Lin Yao fixa froidement les deux personnes qui entrèrent dans le bureau. Il ne dit rien, mais son regard était extrêmement hostile. Se demandait-il s'ils n'avaient pas retenu la leçon de la dernière fois

? Les deux aînés des familles Pei et Sun laissaient-ils leurs successeurs continuer à le provoquer

?

Ça n'a aucun sens ! Les familles exemplaires n'agissent pas sans règles ni principes, alors que s'est-il passé exactement ?

Deux très beaux jeunes hommes se tenaient silencieusement devant la porte du bureau, ne montrant aucun signe de nervosité ou de malaise.

Le regard de Pei Yuan était perçant et agressif. Il fixa Lin Yao pendant cinq ou six secondes avant de détourner les yeux, son regard s'attardant sur le mur d'en face.

Pei Yuan ne prêtait aucune attention aux belles femmes du bureau. Non pas qu'il les détestât, mais il poursuivait d'autres objectifs. Au fond de lui, ce qu'il désirait le plus, c'était un niveau de cultivation plus élevé et une force personnelle accrue.

Les femmes ne sont qu'une distraction dans la vie.
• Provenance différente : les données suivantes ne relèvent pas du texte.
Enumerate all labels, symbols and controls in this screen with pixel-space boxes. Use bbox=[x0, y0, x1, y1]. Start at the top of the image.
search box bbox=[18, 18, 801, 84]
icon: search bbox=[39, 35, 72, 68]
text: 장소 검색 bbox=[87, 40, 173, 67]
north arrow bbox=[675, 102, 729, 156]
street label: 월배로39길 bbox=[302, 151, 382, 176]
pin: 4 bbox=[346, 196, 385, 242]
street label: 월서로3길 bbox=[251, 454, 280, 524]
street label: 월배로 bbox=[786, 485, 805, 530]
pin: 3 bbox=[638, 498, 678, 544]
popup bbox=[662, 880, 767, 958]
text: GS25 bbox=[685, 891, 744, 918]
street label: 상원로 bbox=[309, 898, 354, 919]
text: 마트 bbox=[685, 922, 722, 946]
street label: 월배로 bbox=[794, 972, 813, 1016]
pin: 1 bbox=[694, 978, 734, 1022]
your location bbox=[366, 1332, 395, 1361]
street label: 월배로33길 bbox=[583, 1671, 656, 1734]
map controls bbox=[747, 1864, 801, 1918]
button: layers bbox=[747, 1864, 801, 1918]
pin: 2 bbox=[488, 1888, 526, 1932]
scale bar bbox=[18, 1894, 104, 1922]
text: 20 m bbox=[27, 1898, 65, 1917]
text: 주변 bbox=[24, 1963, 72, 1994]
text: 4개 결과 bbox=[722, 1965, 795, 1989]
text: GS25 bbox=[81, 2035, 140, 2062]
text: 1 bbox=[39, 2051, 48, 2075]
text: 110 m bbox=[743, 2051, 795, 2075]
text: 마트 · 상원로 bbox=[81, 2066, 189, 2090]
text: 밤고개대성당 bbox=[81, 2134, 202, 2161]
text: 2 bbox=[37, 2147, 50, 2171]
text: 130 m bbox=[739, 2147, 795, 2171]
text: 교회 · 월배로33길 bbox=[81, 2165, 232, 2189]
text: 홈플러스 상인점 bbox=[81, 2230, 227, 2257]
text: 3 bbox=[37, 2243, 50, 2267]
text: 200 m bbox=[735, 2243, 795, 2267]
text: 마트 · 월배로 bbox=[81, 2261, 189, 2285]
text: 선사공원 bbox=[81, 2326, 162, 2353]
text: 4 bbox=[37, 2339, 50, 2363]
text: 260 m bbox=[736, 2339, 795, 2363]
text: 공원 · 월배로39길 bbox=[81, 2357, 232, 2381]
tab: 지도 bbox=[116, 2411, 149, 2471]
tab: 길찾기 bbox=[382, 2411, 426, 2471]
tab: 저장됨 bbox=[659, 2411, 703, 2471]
Contrairement à Pei Yuan, le regard de Sun Miao était toujours doux, à l'image de son apparence extérieure : calme et raffinée.

Oui, c'est une élégance raffinée, une qualité que l'on ne trouve généralement que chez les hommes de plus de trente ans, et pourtant elle est présente chez un garçon de vingt-cinq ans, démontrant ainsi l'étendue de son éducation.

Yang Leehom, en surpoids, semblait légèrement mal à l'aise, debout à la porte, ne sachant pas comment se comporter.

Bien que les autres employés ne l'aient pas vu, Yang Lihong a clairement perçu, de son point de vue, le regard perçant et l'expression glaciale de Lin Yao. Dans ses souvenirs, Lin Yao, qui avait toujours été un garçon doux et insouciant, n'avait jamais affiché une telle expression. Se rappelant qu'il ignorait encore la véritable identité de Lin Yao, son cœur s'est emballé.

« Qu'est-ce qui ne va pas chez moi ? Ai-je offensé Tai Sui ? »

Yang Lihong soupira intérieurement. La situation était on ne peut plus claire. Les deux jeunes hommes derrière lui, dont on ignorait tout, mais qui avaient été recommandés à l'entreprise par des personnes haut placées, en voulaient manifestement à Lin Yao. À la simple vue de la prestation de ce dernier, il était évident que leur objectif était de l'atteindre.